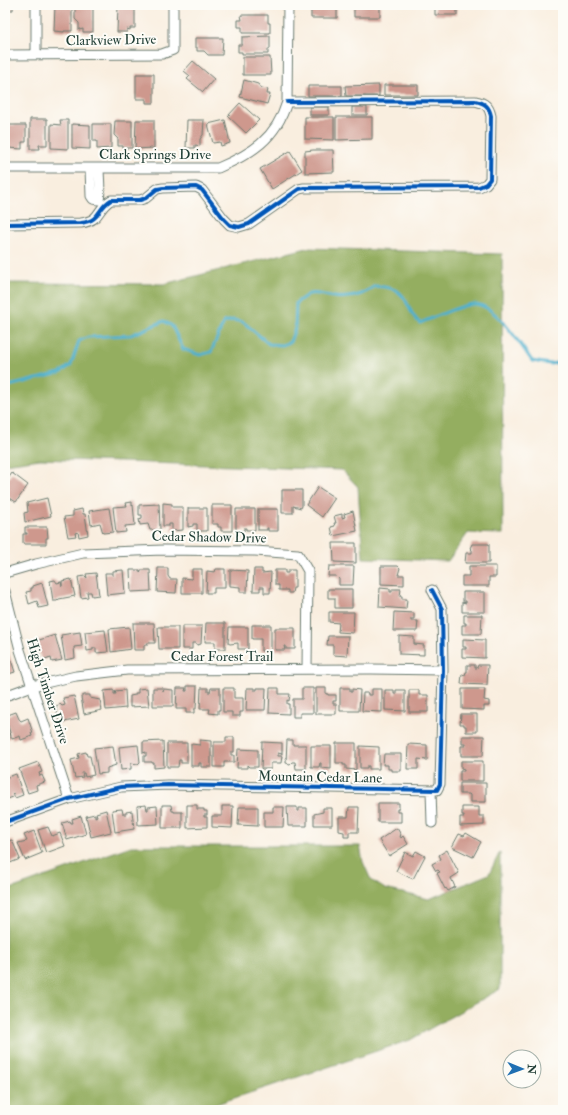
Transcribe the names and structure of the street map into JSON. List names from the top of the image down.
{
  "streets": {
    "street": [
      "Clarkview Drive",
      "Clark Springs Drive",
      "Cedar Shadow Drive",
      "Cedar Forest Trail",
      "High Timber Drive",
      "Mountain Cedar Lane"
    ]
  },
  "crossings": [
    ["Cedar Shadow Drive", "Cedar Forest Trail"],
    ["Cedar Forest Trail", "High Timber Drive"],
    ["High Timber Drive", "Mountain Cedar Lane"]
  ],
  "north": "right"
}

☆ ☆ ☆ ☆ ☆ ☆ ☆

§ Task prompt:
In your copy, include no pictures, but reproduce all records exactly.

§ Problem solution:
Transcribe the names and structure of the street map into JSON. List names from the top of the image down.
{
  "streets": {
    "street": [
      "Clarkview Drive",
      "Clark Springs Drive",
      "Cedar Shadow Drive",
      "Cedar Forest Trail",
      "High Timber Drive",
      "Mountain Cedar Lane"
    ]
  },
  "crossings": [
    ["Cedar Shadow Drive", "Cedar Forest Trail"],
    ["Cedar Forest Trail", "High Timber Drive"],
    ["High Timber Drive", "Mountain Cedar Lane"]
  ],
  "north": "right"
}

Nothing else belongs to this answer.